Dataset entries

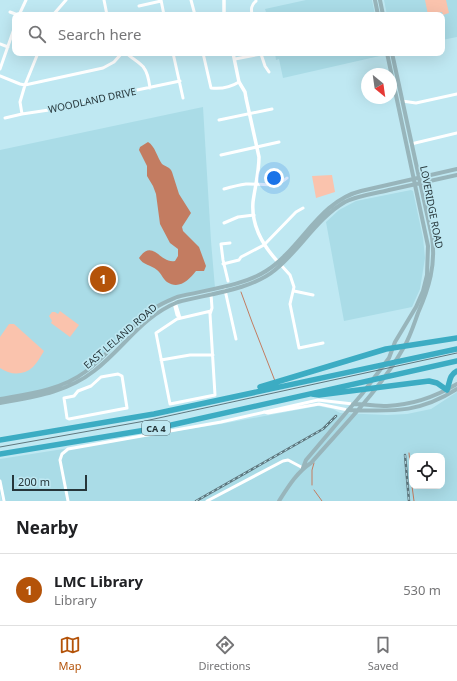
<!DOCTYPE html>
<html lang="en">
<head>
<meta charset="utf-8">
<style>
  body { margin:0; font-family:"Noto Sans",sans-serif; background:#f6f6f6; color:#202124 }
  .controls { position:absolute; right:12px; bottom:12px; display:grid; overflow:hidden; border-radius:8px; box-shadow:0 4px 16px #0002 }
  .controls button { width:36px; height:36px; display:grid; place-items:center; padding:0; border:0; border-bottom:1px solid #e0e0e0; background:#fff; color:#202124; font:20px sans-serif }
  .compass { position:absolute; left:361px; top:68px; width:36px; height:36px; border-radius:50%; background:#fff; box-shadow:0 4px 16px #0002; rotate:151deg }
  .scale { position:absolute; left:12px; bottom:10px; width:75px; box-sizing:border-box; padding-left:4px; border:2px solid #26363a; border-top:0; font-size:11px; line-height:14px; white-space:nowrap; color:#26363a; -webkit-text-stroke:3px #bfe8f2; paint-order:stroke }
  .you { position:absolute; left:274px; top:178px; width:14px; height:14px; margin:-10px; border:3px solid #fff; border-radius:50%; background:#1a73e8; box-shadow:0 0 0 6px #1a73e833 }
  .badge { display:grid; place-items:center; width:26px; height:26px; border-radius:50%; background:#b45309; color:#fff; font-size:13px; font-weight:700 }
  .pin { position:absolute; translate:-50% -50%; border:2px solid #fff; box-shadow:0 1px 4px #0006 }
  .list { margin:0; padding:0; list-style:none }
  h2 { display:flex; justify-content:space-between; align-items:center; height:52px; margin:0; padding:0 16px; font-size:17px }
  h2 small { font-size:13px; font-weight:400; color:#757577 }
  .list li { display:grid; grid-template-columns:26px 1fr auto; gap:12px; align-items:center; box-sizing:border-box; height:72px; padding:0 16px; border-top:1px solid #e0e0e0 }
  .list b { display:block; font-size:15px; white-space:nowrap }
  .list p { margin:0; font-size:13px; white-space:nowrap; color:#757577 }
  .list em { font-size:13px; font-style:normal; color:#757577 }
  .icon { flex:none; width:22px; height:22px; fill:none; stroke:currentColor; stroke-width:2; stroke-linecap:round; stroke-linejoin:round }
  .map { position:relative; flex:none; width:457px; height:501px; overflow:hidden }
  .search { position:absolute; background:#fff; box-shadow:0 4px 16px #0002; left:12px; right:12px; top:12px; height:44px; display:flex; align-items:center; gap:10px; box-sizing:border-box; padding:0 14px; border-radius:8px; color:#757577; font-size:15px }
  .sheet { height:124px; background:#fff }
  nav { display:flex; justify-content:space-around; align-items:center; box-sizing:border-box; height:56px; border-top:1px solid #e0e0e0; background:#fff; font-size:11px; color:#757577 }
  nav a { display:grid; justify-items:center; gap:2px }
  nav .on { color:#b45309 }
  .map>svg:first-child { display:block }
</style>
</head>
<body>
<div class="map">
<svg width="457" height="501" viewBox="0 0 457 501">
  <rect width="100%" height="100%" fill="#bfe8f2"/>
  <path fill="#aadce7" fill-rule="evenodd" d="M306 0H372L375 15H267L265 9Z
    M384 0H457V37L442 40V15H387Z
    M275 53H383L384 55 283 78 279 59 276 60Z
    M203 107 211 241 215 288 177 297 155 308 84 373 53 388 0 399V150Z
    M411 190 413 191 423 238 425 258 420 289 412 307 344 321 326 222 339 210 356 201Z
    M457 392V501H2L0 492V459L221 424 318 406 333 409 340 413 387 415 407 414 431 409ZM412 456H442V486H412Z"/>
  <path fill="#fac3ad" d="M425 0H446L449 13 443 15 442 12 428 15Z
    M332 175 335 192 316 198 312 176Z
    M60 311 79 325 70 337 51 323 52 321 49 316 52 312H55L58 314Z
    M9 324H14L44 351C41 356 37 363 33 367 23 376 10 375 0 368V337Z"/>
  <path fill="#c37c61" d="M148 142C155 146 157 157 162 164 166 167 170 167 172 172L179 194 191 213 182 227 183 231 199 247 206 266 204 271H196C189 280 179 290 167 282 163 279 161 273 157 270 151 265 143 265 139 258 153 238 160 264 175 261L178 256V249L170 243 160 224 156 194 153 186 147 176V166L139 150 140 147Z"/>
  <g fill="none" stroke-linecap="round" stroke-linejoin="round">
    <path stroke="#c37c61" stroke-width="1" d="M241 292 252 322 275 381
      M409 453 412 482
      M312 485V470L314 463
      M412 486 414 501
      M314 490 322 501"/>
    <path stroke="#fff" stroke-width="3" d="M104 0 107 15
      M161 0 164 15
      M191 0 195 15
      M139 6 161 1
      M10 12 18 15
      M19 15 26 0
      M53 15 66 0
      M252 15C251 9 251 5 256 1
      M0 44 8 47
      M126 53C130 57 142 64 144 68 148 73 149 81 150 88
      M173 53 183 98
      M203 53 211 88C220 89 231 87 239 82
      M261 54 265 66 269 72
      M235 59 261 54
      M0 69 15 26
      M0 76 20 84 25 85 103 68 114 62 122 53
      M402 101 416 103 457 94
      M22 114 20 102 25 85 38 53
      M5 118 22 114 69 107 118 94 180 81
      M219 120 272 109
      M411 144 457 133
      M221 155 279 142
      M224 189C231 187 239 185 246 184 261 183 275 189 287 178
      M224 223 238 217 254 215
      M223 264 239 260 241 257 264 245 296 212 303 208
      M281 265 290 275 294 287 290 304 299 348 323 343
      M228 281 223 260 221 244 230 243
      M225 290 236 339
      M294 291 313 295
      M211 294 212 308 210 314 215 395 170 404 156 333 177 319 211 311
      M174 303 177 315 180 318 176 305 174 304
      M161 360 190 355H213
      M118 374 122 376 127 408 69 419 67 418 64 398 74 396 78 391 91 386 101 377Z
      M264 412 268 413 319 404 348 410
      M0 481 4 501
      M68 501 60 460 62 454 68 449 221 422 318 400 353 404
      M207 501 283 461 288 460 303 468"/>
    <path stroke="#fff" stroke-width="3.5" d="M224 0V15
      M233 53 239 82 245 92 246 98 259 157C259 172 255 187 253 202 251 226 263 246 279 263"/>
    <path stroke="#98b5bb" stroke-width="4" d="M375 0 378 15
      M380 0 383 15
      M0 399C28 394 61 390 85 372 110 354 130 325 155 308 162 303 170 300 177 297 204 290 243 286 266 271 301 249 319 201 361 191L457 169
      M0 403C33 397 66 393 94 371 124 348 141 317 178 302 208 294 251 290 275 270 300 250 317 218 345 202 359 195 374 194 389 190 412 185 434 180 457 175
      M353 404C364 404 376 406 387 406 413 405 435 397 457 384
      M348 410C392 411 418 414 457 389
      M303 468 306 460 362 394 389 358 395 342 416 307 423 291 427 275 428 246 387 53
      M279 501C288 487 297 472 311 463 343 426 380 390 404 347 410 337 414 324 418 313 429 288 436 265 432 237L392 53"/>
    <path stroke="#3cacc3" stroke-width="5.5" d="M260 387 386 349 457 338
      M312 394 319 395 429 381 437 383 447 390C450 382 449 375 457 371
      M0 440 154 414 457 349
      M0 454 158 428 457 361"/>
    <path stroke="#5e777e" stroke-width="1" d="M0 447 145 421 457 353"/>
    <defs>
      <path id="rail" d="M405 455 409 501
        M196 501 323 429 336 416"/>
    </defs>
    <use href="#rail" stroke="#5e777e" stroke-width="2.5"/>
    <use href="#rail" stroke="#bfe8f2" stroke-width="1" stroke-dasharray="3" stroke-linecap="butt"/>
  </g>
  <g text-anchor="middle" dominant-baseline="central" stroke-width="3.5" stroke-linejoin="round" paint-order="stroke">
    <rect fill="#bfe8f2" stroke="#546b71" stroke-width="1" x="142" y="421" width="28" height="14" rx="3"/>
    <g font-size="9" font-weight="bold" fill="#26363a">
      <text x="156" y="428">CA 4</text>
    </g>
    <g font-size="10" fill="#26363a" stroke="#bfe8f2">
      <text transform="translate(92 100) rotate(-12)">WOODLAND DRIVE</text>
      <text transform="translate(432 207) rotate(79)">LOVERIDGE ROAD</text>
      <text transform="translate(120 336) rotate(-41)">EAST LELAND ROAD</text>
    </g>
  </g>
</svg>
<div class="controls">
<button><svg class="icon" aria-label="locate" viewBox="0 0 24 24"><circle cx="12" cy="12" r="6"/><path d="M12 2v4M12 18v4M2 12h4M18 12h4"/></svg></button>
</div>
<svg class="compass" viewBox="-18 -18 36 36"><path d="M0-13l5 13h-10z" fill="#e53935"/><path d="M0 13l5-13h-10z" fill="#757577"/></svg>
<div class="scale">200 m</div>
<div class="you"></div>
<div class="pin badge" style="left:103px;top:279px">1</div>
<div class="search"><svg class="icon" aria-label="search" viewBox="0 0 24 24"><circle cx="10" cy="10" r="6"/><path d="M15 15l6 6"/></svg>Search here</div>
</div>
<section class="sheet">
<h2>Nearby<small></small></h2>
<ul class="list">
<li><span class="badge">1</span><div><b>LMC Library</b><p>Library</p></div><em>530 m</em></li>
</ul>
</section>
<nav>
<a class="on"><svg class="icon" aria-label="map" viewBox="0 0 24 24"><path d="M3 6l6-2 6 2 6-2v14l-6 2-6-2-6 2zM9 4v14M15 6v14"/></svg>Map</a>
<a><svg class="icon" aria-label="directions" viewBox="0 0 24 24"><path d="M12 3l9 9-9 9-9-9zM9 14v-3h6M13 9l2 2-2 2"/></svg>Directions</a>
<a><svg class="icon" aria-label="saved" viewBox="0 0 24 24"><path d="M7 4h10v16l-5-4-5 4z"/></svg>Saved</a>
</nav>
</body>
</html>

* * *

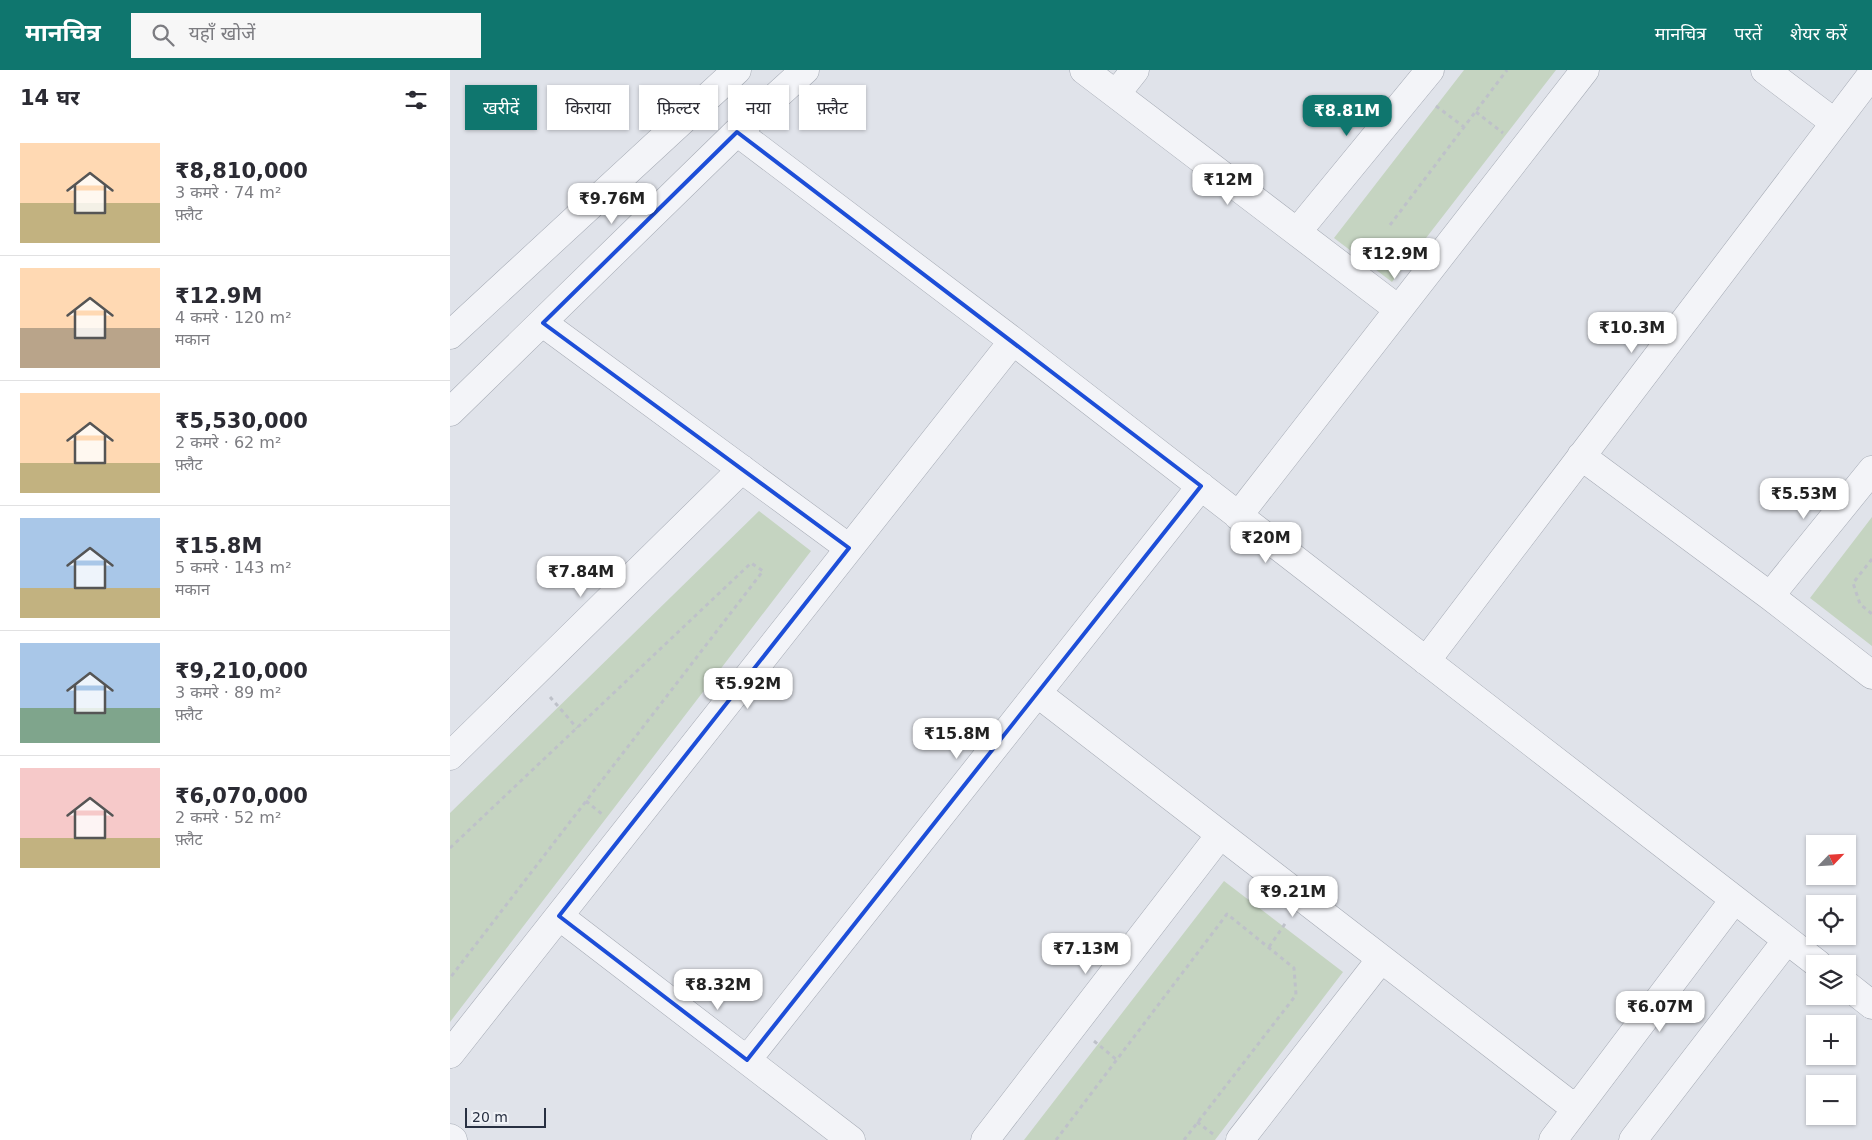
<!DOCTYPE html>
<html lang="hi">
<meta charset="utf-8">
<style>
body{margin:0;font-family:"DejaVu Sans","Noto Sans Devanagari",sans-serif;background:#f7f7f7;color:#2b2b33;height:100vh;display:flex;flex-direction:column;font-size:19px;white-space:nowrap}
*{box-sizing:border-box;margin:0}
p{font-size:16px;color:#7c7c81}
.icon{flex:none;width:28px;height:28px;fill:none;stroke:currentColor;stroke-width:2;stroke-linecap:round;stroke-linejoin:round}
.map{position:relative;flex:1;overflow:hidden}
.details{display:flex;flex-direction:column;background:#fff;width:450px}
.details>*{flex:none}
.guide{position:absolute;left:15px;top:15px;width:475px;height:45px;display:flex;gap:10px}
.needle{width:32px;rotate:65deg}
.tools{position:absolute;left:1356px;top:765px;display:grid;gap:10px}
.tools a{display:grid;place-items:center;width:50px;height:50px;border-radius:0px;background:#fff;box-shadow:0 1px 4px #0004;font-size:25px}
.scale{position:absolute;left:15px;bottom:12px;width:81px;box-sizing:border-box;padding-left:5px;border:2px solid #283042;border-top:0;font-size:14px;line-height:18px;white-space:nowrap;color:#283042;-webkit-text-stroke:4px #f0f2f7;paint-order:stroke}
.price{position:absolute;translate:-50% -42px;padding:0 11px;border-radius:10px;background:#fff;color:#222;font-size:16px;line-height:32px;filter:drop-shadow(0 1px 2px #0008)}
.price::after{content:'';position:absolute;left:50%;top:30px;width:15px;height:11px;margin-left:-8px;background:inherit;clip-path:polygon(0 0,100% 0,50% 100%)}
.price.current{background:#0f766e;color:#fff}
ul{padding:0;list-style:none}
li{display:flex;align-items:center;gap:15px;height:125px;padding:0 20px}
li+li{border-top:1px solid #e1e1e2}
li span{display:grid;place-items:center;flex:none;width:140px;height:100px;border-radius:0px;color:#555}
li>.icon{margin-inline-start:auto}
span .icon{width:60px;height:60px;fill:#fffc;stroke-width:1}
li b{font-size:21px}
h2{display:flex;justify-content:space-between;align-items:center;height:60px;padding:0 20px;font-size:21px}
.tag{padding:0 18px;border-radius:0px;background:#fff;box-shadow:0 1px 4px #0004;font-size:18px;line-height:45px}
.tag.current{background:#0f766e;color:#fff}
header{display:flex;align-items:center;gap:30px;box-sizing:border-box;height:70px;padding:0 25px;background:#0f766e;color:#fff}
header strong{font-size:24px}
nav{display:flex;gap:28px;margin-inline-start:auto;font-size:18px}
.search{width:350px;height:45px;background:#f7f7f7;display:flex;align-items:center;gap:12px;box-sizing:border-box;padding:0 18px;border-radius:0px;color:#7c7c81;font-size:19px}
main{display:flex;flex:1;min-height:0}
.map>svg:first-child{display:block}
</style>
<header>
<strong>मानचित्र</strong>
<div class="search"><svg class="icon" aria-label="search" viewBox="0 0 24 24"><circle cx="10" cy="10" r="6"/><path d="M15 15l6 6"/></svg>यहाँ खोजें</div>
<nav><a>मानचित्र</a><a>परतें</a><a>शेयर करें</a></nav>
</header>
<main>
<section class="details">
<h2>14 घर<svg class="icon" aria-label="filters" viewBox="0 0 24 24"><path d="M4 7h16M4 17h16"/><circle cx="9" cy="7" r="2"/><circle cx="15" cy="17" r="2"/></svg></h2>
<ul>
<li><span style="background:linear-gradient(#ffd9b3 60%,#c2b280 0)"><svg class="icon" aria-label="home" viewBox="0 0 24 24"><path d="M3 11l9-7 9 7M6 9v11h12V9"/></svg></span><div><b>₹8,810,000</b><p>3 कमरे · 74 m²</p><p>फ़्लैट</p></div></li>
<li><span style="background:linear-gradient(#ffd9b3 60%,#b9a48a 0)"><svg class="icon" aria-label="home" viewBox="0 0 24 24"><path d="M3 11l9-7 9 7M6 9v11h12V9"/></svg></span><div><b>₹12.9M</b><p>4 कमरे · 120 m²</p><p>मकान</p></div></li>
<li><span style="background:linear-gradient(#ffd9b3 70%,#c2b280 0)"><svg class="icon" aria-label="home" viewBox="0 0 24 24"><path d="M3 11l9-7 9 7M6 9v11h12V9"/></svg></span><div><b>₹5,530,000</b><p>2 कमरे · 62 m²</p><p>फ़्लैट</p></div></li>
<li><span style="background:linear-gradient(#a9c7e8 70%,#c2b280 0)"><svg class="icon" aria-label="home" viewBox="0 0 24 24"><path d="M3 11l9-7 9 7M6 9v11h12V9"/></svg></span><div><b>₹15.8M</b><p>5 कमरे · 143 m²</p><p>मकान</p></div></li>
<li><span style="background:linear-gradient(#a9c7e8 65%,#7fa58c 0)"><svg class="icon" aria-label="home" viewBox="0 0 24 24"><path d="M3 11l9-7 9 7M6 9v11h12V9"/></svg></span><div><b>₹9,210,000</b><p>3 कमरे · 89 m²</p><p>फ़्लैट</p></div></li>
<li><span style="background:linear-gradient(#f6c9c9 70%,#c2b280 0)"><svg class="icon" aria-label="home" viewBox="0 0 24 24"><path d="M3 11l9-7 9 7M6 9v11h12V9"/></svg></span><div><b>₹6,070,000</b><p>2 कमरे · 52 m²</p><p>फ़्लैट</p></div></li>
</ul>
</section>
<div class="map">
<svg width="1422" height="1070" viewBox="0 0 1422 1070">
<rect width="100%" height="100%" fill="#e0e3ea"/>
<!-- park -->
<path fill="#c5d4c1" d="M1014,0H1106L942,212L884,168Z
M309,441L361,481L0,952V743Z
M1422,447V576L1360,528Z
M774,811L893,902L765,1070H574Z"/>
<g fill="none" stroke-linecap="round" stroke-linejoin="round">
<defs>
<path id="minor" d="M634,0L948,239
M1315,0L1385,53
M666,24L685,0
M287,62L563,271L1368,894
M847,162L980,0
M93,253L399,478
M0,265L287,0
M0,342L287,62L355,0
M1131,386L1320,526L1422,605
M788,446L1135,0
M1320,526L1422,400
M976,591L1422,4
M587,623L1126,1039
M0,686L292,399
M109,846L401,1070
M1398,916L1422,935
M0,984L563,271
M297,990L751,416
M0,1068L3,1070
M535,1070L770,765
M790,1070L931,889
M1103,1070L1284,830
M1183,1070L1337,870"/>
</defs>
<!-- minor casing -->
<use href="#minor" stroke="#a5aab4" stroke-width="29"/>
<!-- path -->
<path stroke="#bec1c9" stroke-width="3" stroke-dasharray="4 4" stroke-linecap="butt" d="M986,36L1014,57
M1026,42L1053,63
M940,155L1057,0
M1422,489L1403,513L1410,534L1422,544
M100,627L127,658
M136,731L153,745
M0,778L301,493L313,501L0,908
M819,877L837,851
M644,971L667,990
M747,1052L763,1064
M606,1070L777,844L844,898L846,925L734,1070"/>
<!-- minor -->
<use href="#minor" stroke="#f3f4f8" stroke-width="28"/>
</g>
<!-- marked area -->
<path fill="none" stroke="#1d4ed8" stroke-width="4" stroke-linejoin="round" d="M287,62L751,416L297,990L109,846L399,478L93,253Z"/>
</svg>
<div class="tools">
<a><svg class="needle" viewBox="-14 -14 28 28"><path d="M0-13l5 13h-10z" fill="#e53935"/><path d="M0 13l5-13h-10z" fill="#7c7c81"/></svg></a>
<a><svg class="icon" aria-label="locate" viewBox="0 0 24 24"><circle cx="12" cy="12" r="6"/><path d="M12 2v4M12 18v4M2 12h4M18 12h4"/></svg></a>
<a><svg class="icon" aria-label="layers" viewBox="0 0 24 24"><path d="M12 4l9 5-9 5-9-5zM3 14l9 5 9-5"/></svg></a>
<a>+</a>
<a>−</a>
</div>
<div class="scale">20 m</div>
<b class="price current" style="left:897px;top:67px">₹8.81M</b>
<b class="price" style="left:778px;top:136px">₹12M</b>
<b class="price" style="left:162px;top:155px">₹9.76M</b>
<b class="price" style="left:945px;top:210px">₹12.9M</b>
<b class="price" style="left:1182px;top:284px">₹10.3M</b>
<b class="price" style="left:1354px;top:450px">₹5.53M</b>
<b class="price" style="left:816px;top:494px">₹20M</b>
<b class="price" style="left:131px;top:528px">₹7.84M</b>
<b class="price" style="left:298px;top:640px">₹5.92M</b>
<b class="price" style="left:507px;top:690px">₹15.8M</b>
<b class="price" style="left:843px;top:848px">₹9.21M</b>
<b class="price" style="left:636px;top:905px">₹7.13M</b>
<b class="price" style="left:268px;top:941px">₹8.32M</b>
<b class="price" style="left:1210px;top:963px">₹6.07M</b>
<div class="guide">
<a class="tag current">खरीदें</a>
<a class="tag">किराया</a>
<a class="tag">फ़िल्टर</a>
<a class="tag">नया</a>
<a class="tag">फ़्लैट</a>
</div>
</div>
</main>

■ PROBLEM REQUIREMENTS
Note every line of the records that holds the word "details", and copy it.

■ RESULT OF THE TASK
.details{display:flex;flex-direction:column;background:#fff;width:450px}
.details>*{flex:none}
<section class="details">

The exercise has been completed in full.